What does this mean for you? While the brain is still a mystery in some respects, scientists do know that this disruption in balance makes people more prone to developing other mental health problems later in life. This may take form in anxiety disorders or mood disorders.
In a dog-eat-dog world, being completely free of stress is a tall order. However, there are simple things you can do reduce it, especially when applied over the long term.
1. Get physically active. After a workout, endorphins are released that have been scientifically proven to elevate your mood and help you deal with stress.
2. Get enough sleep. Your mind and body will be better prepared to handle the challenges of the day if they are rested.
3. Avoid sweets. Though you might be tempted to go for the chocolate, don’t. It’ll cause your blood sugar to drop later, which can lead you to be more anxious and irritable – a recipe for disaster when you are stressed.
4. Meditate. Whether you take a yoga class or lay on the couch with your eyes closed for a few minutes a day, research has found that silencing your brain can be very positive for your well-being.
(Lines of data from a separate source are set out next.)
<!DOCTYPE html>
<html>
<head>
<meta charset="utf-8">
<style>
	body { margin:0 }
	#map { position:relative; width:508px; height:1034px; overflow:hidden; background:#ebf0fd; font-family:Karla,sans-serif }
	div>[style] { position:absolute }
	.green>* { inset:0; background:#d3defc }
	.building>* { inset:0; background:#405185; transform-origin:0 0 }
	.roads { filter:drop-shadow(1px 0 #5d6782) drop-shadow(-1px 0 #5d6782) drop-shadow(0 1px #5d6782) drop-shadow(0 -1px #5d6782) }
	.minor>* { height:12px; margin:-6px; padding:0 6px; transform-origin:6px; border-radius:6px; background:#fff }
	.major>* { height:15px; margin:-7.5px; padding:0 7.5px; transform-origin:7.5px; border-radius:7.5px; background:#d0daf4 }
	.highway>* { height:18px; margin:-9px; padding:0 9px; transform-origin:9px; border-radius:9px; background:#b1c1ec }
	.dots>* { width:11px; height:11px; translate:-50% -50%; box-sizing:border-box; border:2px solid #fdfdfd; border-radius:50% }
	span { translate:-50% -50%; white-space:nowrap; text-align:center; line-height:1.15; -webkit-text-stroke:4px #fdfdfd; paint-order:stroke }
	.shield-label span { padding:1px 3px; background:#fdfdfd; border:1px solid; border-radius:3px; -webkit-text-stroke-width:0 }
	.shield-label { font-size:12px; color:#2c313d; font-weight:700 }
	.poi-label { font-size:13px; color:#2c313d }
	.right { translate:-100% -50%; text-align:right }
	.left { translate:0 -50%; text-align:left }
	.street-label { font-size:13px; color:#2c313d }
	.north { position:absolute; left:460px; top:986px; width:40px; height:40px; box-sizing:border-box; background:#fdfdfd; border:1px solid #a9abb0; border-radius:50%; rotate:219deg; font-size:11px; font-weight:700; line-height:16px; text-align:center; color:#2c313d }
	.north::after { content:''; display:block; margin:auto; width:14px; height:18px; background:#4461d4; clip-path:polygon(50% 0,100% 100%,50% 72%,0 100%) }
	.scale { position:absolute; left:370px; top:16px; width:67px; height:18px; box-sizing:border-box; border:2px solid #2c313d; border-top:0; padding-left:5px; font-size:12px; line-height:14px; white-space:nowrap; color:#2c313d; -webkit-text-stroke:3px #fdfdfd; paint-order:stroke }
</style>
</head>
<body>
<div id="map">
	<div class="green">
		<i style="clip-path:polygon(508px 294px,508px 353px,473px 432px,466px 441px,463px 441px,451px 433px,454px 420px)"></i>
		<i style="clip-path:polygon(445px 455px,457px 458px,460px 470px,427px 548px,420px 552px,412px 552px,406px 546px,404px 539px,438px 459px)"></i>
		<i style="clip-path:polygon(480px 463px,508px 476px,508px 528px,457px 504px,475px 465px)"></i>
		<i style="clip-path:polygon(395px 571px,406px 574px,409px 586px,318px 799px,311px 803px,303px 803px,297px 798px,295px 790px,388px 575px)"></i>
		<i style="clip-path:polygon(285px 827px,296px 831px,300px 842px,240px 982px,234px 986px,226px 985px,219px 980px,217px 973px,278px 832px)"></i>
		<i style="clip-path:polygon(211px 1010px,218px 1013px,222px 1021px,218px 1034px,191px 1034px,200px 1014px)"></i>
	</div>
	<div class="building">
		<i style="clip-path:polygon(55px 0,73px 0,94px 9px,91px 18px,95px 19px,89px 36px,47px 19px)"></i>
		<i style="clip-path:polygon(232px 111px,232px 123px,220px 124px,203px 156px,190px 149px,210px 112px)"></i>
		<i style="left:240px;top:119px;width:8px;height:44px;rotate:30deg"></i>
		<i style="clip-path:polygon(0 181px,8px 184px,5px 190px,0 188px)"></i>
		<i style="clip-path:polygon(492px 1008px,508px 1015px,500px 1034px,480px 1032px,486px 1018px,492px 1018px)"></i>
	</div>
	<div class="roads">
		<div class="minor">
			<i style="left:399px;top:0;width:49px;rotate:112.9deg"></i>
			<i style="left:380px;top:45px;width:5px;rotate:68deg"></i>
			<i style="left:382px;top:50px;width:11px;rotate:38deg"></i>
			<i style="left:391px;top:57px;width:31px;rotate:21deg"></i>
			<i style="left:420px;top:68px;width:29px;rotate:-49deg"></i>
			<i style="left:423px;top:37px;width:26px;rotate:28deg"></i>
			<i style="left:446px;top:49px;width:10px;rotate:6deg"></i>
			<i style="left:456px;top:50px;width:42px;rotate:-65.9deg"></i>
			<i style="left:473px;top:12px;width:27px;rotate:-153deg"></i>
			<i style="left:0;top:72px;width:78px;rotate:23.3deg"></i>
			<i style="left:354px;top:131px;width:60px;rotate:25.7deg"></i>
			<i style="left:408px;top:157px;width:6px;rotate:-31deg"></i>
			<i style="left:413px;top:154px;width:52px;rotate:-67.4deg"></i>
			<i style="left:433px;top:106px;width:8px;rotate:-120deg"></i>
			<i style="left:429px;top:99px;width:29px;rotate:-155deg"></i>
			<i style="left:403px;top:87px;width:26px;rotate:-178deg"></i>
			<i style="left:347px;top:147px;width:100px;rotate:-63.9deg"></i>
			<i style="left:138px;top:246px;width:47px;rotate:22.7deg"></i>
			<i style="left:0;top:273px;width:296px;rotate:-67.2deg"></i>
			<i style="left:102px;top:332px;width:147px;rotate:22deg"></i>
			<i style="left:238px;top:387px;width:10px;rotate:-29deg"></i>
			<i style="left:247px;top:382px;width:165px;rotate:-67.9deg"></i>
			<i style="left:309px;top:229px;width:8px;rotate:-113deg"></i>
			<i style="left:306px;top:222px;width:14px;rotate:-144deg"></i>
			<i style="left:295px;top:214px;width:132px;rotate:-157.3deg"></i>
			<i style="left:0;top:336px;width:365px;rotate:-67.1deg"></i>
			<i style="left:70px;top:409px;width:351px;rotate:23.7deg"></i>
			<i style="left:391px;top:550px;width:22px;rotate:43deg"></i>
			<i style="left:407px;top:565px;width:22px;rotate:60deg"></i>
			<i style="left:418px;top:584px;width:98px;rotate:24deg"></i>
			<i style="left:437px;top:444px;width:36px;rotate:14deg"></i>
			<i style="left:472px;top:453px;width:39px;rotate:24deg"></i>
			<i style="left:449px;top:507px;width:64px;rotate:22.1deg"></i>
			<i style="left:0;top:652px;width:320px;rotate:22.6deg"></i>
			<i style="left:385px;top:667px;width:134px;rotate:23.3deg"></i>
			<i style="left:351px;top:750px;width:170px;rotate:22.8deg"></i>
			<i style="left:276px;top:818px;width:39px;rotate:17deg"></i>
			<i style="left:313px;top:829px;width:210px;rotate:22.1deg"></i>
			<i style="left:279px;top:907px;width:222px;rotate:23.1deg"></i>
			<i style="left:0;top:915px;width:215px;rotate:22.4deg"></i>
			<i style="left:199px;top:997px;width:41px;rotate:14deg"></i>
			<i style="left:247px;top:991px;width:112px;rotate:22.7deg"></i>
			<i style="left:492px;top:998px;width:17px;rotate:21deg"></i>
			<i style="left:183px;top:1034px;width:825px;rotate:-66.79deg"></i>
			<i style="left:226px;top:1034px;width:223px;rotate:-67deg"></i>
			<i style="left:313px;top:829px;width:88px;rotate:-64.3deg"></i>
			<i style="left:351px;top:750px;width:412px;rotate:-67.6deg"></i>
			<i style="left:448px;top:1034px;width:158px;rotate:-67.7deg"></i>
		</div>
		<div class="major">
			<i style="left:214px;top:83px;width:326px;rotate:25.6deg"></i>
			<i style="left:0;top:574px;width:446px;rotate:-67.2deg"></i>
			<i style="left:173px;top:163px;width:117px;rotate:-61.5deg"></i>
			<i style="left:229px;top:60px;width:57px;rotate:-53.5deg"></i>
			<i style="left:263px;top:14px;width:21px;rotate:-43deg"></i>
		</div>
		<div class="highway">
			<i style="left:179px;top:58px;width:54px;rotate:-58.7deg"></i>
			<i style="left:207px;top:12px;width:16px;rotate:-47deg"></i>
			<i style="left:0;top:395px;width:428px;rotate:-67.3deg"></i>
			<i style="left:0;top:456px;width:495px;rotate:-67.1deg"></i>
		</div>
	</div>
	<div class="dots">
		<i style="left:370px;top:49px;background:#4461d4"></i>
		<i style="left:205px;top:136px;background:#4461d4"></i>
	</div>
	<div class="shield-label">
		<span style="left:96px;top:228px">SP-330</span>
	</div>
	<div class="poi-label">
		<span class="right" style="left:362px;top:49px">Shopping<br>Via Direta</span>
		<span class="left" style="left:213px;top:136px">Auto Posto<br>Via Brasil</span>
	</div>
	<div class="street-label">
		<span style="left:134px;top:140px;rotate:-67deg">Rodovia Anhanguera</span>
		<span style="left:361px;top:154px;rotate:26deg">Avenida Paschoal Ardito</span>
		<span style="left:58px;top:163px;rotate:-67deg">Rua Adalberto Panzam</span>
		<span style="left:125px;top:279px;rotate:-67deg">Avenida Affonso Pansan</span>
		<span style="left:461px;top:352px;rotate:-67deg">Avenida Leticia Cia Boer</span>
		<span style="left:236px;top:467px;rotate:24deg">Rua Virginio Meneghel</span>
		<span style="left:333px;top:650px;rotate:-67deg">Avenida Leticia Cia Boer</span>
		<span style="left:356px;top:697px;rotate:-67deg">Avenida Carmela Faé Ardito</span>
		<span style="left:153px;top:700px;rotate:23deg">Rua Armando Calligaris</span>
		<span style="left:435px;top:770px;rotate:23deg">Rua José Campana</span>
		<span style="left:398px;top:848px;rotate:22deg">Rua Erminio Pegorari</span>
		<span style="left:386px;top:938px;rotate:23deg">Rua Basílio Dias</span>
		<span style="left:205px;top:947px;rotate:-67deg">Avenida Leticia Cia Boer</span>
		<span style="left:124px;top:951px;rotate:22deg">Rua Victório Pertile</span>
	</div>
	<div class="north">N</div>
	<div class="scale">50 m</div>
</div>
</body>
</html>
5. Keep a journal. Writing about your thoughts and worries can help to manage stress-related symptoms.
6. Take deep breaths. Making yourself slow down and breath in deep can lower cortisol levels, which can in turn lower stress and anxiety.
7. Play or listen to music. It can actually help to trigger biochemical stress reducers.
8. Pay attention to right now. Instead of worrying about what’s going on the dinner table later, take in your surroundings in this moment to help reduce tension.
9. Laugh. Watch a funny movie or read something that makes you laugh. This can reduce your cortisol levels and release endorphins.
10. Get a hug. Something about the physical contact of a hug between two adults can actually make you feel less stressed.
The information supplied in this article is not to be considered as medical advice and is for educational purposes only.